Und dann klingelte eines Montags um 17 Uhr das Telefon und ich wusste schon, als ich die Nummer im Display sah, dass das nichts Gutes bedeuten würde. Woher dieses Gefühl auch kam, es lief nun wie in einem Film ab. Was hatte ich in den letzten Jahren nicht alles versucht, um Anja bei ihrem Kampf gegen den Krebs zu unterstützen. Bald hatte Anja Geburtstag und wünschte sich noch vor ein paar Wochen, dass wir unbedingt kommen und bei ihr auch übernachten sollten. Anja war, seitdem ich 18 Jahre alt war, meine beste Freundin. Wir hatten mit 18 Jahren eine Liebelei, aber das wurde schnell zu einer Top-Freundschaft. Nur leider kämpfte Anja seit nun mehr als acht Jahren gegen ihren Lungenkrebs, der auch streute – was für eine fiese Krankheit. Ich habe in den letzten Jahren bestimmt 40 Tage in der Klinik mit ihr verbracht, nach jeder Lungen-OP, und es waren zwischenzeitlich sieben. Sie hasste mich dafür, dass ich sie unangemeldet in dem Zustand direkt am nächsten Tag nach den OPs sah, aber gleichzeitig war sie froh, dass ich ihr Nein am Telefon nicht akzeptierte. Nach jeder Lungen-OP wurden die Narben mehr und diese Vorstellung belastete sie seelisch sehr.

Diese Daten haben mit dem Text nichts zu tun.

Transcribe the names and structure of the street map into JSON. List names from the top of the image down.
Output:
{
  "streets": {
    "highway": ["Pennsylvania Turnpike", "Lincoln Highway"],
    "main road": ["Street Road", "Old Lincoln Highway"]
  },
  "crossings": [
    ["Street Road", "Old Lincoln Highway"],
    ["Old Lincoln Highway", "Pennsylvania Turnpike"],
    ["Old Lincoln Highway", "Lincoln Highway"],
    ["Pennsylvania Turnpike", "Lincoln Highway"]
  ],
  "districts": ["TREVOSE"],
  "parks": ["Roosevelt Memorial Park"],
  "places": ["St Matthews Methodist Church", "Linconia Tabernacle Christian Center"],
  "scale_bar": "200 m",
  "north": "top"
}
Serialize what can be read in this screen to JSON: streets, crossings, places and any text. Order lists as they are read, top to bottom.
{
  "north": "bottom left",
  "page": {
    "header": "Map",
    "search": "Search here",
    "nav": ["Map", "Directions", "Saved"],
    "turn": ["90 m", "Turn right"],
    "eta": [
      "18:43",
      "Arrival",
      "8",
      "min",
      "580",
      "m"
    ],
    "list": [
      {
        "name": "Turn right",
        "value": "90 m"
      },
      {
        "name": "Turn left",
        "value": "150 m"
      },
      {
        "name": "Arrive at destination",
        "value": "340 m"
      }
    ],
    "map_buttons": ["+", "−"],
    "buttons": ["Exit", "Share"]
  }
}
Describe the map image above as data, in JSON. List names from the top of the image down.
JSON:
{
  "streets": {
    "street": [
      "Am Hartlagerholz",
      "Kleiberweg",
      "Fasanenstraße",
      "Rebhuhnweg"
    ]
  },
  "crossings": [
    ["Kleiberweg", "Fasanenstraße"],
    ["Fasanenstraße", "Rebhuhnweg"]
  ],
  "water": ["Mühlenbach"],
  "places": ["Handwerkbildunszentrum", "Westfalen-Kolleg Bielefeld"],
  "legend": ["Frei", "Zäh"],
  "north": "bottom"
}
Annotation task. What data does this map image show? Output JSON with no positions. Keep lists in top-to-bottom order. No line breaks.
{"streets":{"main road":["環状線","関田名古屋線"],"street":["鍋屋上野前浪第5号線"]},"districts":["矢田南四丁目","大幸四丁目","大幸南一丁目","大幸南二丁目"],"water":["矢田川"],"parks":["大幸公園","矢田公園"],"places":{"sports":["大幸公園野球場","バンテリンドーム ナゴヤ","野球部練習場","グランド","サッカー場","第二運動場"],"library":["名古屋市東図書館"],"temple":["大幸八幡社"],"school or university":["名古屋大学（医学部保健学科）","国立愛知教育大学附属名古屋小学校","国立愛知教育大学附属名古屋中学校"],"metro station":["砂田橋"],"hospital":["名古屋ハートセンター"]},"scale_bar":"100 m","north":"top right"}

Aber sie sagte nur: „Besser als sterben“. Ich kenne niemanden wie sie, sie hat das alles so tapfer ertragen. Unglaublich, wie sie das alles so positiv wegsteckte, und wie heftig, so was mitzuerleben. Sie hielt den Kopf immer oben, immer. Nur selten hat sie mal losgelassen und sich bei mir ausgeheult, jeder Moment mit ihr war lustig und locker. Sie rang mir einige Monate vor ihrem Tod das Versprechen ab, dass ich ein Auge auf ihren Bruder und meinen guten Freund haben sollte. „Mach ich, wenn du mit 100 gestorben bist“, antwortete ich damals. Ich vermisse sie sehr, und hätte ich gewusst, dass 2013 ihr letzter Geburtstag sein würde, na ja, was hätte man nicht alles …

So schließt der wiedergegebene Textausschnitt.